Ein Kompliment ist das nicht gerade.
Sie sind gebürtiger Ungar, Herr Koestler?
Irgendjemand hat das genauer formuliert: geboren 1905 in Budapest als Sohn eines aus Russland eingewanderten jüdischen Kaufmanns und einer Österreicherin. In Wien die Schule besucht, Studium der Ingenieurwissenschaften, der Philosophie und Literaturwissenschaft.
Sind Sie ein Abenteuerertyp?
Wie kommen Sie denn darauf?
1926 gingen Sie nach Palästina und siedelten in einem Kibbuz. Dann bereisten Sie den Mittleren Osten, schrieben Reiseberichte für den Ullstein-Verlag, nahmen als einziger Presseberichterstatter am Nordpolflug des Grafen Zeppelin teil, wurden Außenpolitiker der BZ am Mittag und Mitarbeiter der Vossischen Zeitung. Aber all das genügte Ihnen noch nicht.
Ich wurde auch noch Kommunist.
Das war Anfang der dreißiger Jahre?
1931 – genau gesagt. Für ein Jahr ging ich in die Sowjetunion. Das war – warten Sie – 1932/33.
Es gab damals Leute, die ein Besuch in der Sowjetunion zu abgefallenen Kommunisten und gar Antikommunisten machte.
Ich fiel – nein, sprang 1937 ab.
Warum 1937?
Unter dem Eindruck der Moskauer Säuberungsprozesse.
War das nicht ein bisschen spät?
Es war früh.
Aber viele Kommunisten sprangen noch viel früher ab.
Ein Leben verläuft nicht wie das andere.
Ich sagte es nur, weil mir scheint, dass es bei den ehemaligen Kommunisten eine heimliche oder auch unheimliche Hierarchie der gegenseitigen Verachtung gibt. Die jeweils früher Abgefallenen verachten die jeweils später Abgefallenen.
Möglich .
Sie selbst äußerten sich so.
Gewiss.
Als Alfred Kantorowicz der DDR den Rücken kehrte und Sie in London aufsuchte ...
Das war schlimm. Also wirklich, das war ganz schlimm.
Ich hab' mir die Sache von Kantorowicz erzählen lassen und vorhin auch Ihre Frau danach gefragt. Jetzt hätte ich's gern noch von Ihnen gewusst .
Das war schlimm. Nein, also wirklich schlimm.
Es gab einen Heidenkrach?
Also darüber kann ich jetzt nicht sprechen.
Mit Ernst Bloch sind Sie, nach seinem Weggang aus der DDR, auch in London zusammengetroffen?
Das war auch schlimm, wirklich ganz schlimm.
Wenn ich resümieren darf: wenn ein früher abgefallener Kommunist einem später abgefallenen begegnet, ist es immer schlimm, besonders wenn der früher abgefallene Arthur Koestler heißt.

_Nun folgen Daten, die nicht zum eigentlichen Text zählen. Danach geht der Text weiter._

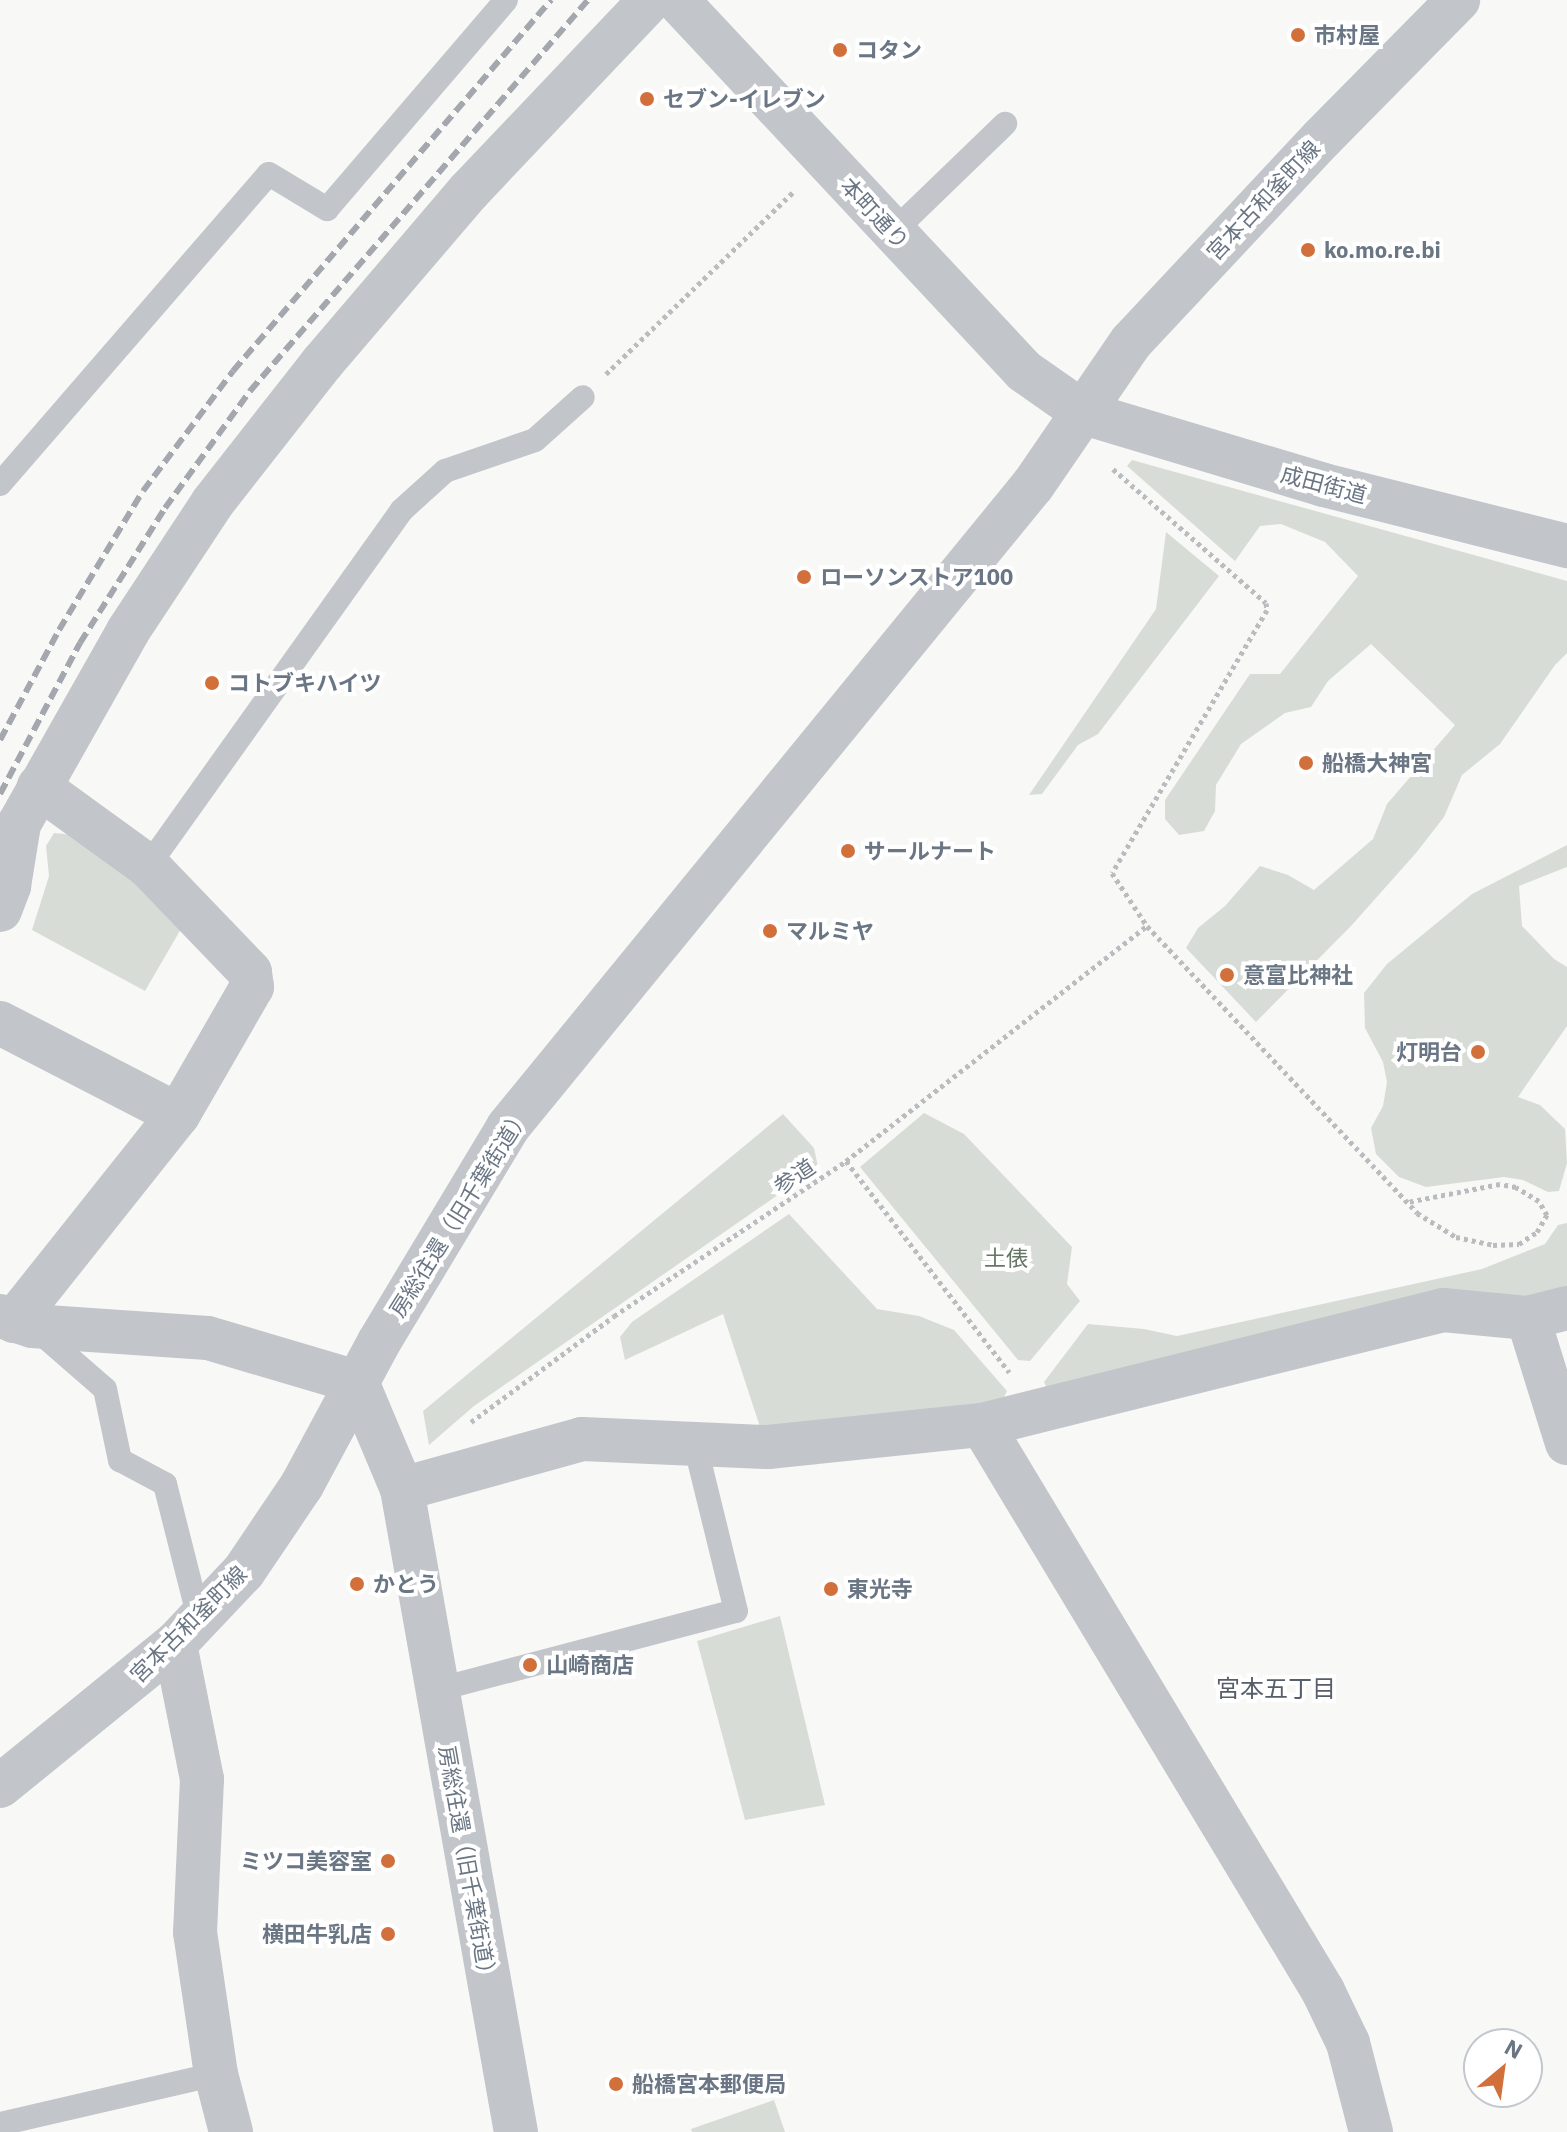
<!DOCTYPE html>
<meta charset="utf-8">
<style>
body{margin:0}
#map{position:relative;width:1567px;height:2132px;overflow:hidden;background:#f8f8f6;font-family:"IBM Plex Sans","Noto Sans JP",sans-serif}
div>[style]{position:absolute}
.green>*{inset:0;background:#d7ddd6}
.path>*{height:5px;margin-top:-2.5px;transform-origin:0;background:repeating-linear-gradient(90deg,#babcbf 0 4px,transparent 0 8px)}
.service>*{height:24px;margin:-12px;padding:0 12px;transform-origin:12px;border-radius:12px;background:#c2c5c9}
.minor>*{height:44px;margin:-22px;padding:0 22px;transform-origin:22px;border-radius:22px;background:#c2c5c9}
.tertiary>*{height:44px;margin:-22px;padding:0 22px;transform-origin:22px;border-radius:22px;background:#c2c5c9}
.rail>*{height:6px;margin-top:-3px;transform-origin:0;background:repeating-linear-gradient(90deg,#a4a8ae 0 12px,transparent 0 18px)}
.dots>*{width:22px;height:22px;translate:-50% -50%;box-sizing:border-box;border:4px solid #fff;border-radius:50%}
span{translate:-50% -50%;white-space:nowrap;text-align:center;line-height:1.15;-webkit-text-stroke:8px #fff;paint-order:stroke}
.poi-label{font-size:22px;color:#6a7684;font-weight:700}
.left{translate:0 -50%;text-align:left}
.right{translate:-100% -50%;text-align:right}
.street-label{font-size:22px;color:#6a7684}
.park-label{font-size:22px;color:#667765}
.neighbourhood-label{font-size:24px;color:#57606a}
.north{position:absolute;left:1463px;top:2028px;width:80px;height:80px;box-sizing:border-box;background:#fff;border:2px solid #c3c8ce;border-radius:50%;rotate:29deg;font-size:22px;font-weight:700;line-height:32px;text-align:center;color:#6a7684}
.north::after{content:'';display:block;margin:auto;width:28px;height:36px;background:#d2703c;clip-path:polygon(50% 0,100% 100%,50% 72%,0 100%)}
</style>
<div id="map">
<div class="green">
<i style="clip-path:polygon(1132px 460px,1567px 581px,1567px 653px,1555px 665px,1500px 744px,1462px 775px,1444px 817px,1416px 853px,1351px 926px,1256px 1022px,1186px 948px,1198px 928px,1225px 906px,1260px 866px,1288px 875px,1314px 890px,1373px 839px,1387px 804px,1455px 725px,1371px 644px,1328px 681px,1311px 707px,1285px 713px,1241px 744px,1216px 785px,1215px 811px,1204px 831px,1179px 835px,1165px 819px,1165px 800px,1250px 674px,1280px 674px,1358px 576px,1325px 542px,1281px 524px,1260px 526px,1235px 561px,1127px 466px)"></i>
<i style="clip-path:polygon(1166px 532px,1219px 576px,1098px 734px,1078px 745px,1042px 794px,1029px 795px,1156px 609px)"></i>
<i style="clip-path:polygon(54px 833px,75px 835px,185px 922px,145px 991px,32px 930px,49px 876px,46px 846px)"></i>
<i style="clip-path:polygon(1567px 845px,1567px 867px,1519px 886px,1522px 926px,1554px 959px,1567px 967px,1567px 1026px,1518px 1097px,1540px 1105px,1565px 1129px,1567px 1163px,1559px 1191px,1548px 1192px,1523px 1180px,1504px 1177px,1426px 1187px,1399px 1177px,1376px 1154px,1371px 1128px,1383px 1106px,1387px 1082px,1383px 1062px,1365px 1028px,1364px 993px,1387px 964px,1472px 894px)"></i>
<i style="clip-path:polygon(924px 1113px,964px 1134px,1072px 1247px,1067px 1284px,1080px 1301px,1030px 1361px,1018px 1360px,860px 1167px)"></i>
<i style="clip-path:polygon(783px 1114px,814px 1148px,818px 1167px,474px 1406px,429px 1445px,423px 1411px)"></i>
<i style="clip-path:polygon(789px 1214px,877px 1309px,919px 1316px,954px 1330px,1007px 1391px,1000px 1405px,761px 1430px,723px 1314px,625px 1360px,620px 1337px,632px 1322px)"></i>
<i style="clip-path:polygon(1567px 1223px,1567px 1295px,1049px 1393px,1044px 1382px,1088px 1324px,1144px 1329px,1177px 1336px,1482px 1269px,1545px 1244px,1558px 1225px)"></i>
<i style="clip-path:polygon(780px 1616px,825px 1805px,745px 1820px,697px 1641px)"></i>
<i style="clip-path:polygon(774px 2100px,785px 2132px,692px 2132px,691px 2129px)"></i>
</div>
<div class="path">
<i style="left:606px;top:374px;width:262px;rotate:-44.2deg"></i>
<i style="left:1113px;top:469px;width:203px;rotate:41.2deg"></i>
<i style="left:1266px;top:603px;width:7px;rotate:82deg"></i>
<i style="left:1267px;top:610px;width:305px;rotate:120.5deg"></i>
<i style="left:1112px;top:873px;width:64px;rotate:56.6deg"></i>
<i style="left:1147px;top:926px;width:394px;rotate:46.7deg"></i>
<i style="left:1417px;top:1213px;width:46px;rotate:31.6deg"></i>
<i style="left:1456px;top:1237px;width:38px;rotate:12deg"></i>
<i style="left:1493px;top:1245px;width:26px;rotate:-2deg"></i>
<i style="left:1519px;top:1244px;width:22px;rotate:-34deg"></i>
<i style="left:1537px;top:1232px;width:20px;rotate:-60deg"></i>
<i style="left:1547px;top:1215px;width:16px;rotate:-120deg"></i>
<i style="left:1539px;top:1201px;width:27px;rotate:-149deg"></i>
<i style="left:1516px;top:1187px;width:16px;rotate:-169deg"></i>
<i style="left:1500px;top:1184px;width:95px;rotate:169deg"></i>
<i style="left:846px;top:1161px;width:267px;rotate:52.3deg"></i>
<i style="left:471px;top:1422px;width:178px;rotate:-36.5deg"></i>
<i style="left:614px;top:1316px;width:279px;rotate:-33.7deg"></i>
<i style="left:846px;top:1161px;width:382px;rotate:-38deg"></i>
</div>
<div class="service">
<i style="left:893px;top:232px;width:156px;rotate:-44deg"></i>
<i style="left:0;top:484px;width:410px;rotate:-49.1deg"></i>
<i style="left:269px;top:174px;width:68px;rotate:31.1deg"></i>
<i style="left:327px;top:209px;width:275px;rotate:-49.4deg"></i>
<i style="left:148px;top:866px;width:437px;rotate:-54.5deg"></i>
<i style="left:402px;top:510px;width:58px;rotate:-42.2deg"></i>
<i style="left:445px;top:471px;width:95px;rotate:-19deg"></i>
<i style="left:535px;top:440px;width:64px;rotate:-41.9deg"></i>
<i style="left:36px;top:1329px;width:91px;rotate:41deg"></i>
<i style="left:105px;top:1389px;width:73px;rotate:78.1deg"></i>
<i style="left:120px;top:1460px;width:51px;rotate:28.1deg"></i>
<i style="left:165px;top:1484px;width:138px;rotate:75.8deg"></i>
<i style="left:436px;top:1690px;width:310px;rotate:-14.8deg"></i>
<i style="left:736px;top:1611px;width:172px;rotate:-103.8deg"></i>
<i style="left:0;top:2124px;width:222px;rotate:-13deg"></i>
</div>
<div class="minor">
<i style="left:0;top:910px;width:26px;rotate:-69deg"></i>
<i style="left:9px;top:886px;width:63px;rotate:-80.8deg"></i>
<i style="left:19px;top:824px;width:222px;rotate:-60.5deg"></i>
<i style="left:128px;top:631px;width:154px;rotate:-56.6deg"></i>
<i style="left:213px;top:502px;width:177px;rotate:-51.9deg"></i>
<i style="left:322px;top:363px;width:226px;rotate:-49.5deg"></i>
<i style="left:469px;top:191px;width:263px;rotate:-46.5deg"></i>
<i style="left:0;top:1023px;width:200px;rotate:27.3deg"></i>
<i style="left:0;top:1316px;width:34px;rotate:17deg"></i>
<i style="left:32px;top:1326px;width:176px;rotate:3.9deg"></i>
<i style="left:208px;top:1338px;width:155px;rotate:16.5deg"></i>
<i style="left:1528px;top:1318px;width:131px;rotate:72.7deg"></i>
<i style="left:14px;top:1321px;width:263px;rotate:-51.5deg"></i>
<i style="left:178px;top:1115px;width:148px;rotate:-60deg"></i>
<i style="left:252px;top:987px;width:15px;rotate:-98deg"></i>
<i style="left:250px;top:972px;width:147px;rotate:-133.9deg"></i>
<i style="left:148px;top:866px;width:135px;rotate:-144.1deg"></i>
<i style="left:982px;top:1425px;width:661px;rotate:58.93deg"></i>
<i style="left:1323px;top:1991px;width:58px;rotate:64.3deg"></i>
<i style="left:1348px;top:2043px;width:92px;rotate:75.5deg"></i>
<i style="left:402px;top:1489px;width:187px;rotate:-15.5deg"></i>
<i style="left:582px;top:1439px;width:186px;rotate:2.5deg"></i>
<i style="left:768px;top:1447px;width:215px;rotate:-5.9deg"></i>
<i style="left:982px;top:1425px;width:475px;rotate:-14deg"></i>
<i style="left:1443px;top:1310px;width:85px;rotate:5.4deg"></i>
<i style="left:1528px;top:1318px;width:40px;rotate:-14.4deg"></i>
<i style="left:175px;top:1644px;width:138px;rotate:78.7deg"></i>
<i style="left:202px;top:1779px;width:153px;rotate:92.6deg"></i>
<i style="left:195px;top:1932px;width:144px;rotate:81.6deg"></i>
<i style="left:216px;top:2074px;width:60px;rotate:75.5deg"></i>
</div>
<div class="tertiary">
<i style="left:677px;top:0;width:508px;rotate:46.91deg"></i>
<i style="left:1024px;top:371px;width:73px;rotate:35deg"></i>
<i style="left:1084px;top:413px;width:251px;rotate:16.7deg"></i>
<i style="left:1324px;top:485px;width:251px;rotate:14.1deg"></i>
<i style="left:357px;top:1382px;width:116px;rotate:67.2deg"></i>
<i style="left:402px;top:1489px;width:653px;rotate:79.95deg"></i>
<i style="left:0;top:1786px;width:225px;rotate:-39.1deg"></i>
<i style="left:175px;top:1644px;width:100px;rotate:-46.6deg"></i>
<i style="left:244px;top:1571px;width:104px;rotate:-56deg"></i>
<i style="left:302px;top:1485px;width:162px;rotate:-61.7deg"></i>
<i style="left:379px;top:1342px;width:251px;rotate:-59deg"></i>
<i style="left:508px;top:1127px;width:829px;rotate:-50.73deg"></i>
<i style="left:1033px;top:485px;width:173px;rotate:-55.6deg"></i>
<i style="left:1131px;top:342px;width:279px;rotate:-46.9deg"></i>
<i style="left:1322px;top:138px;width:194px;rotate:-45.4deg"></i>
</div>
<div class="rail">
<i style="left:0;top:740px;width:125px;rotate:-61.8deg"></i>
<i style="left:59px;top:630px;width:162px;rotate:-58.9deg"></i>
<i style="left:143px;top:491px;width:150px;rotate:-53.1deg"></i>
<i style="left:233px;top:371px;width:489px;rotate:-49.4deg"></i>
<i style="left:0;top:794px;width:171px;rotate:-62.1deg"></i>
<i style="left:80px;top:643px;width:160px;rotate:-57.8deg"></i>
<i style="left:165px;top:508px;width:145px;rotate:-54deg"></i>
<i style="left:250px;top:391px;width:517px;rotate:-49.16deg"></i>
</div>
<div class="dots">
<i style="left:1298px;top:35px;background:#d2703c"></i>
<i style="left:840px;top:50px;background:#d2703c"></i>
<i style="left:647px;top:99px;background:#d2703c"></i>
<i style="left:1308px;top:250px;background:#d2703c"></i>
<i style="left:804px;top:577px;background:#d2703c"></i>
<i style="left:212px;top:683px;background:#d2703c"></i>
<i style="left:1306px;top:763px;background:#d2703c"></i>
<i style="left:848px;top:851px;background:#d2703c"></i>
<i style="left:770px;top:931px;background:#d2703c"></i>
<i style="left:1227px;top:975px;background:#d2703c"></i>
<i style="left:1478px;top:1052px;background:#d2703c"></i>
<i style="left:357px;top:1584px;background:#d2703c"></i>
<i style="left:831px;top:1589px;background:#d2703c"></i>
<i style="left:530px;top:1665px;background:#d2703c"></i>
<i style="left:388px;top:1861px;background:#d2703c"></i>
<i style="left:388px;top:1934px;background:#d2703c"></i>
<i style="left:616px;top:2084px;background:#d2703c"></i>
</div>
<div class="poi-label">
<span class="left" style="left:1314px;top:35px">市村屋</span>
<span class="left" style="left:856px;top:50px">コタン</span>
<span class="left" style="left:663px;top:99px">セブン-イレブン</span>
<span class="left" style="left:1324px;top:250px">ko.mo.re.bi</span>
<span class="left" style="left:820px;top:577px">ローソンストア100</span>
<span class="left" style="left:228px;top:683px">コトブキハイツ</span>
<span class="left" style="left:1322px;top:763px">船橋大神宮</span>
<span class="left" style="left:864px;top:851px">サールナート</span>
<span class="left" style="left:786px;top:931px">マルミヤ</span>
<span class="left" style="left:1243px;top:975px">意富比神社</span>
<span class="right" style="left:1462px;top:1052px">灯明台</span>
<span class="left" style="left:373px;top:1584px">かとう</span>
<span class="left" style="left:847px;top:1589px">東光寺</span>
<span class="left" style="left:546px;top:1665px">山崎商店</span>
<span class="right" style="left:372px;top:1861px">ミツコ美容室</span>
<span class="right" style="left:372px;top:1934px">横田牛乳店</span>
<span class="left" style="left:632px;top:2084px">船橋宮本郵便局</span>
</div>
<div class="street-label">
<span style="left:1263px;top:200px;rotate:-47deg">宮本古和釜町線</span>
<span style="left:875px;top:213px;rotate:47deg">本町通り</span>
<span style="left:1324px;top:484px;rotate:15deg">成田街道</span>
<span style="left:794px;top:1176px;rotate:-34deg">参道</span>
<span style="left:459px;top:1212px;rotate:-58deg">房総往還（旧千葉街道）</span>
<span style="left:188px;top:1624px;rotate:-45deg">宮本古和釜町線</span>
<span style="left:468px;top:1865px;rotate:80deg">房総往還（旧千葉街道）</span>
</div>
<div class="park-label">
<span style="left:1006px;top:1258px">土俵</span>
</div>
<div class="neighbourhood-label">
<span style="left:1276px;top:1689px">宮本五丁目</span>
</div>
<div class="north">N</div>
</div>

Ich werde auch beschimpft. Sartre nennt mich einen Kalten Krieger und amerikanischen Agenten. Simone de Beauvoir nennt mich ähnlich, obwohl ...
Obwohl Simone de Beauvoir ihren Arthur Koestler besser kennen müsste?
Ach, diese alten Geschichten!
Rowohlt bringt die Beauvoir bei uns heraus. Stimmen die Bettszenen wenigstens?
Das sind doch alles ganz alte Geschichten …
Aber Sie waren doch zusammen, Sie und die Beauvoir?
So eine Frau muss eben alles in Romanform schreiben. Bald ist's Sartre, bald Algren, bald Koestler. Da geht jede Liebe durch die Schreibmaschine.
Warum schreiben Sie eigentlich keine Romane mehr?
Mein Interesse gilt dem Essay und noch mehr der Wissenschaft. Nehmen Sie mein letztes Buch – wie heißt es gleich in der deutschen Übersetzung? Ja, das in diesem Herbst im Scherz Verlag erscheint. Der göttliche Funke – den deutschen Titel zu nennen, fällt mir schwer. Englisch spricht sich das besser: The Act of Creation. In diesem Buch also versuchte ich dem Geheimnis des Schöpferischen nachzugehen. Was bringt uns zu den, wie es heißt, genialen Gedanken, Einfällen, Erkenntnissen?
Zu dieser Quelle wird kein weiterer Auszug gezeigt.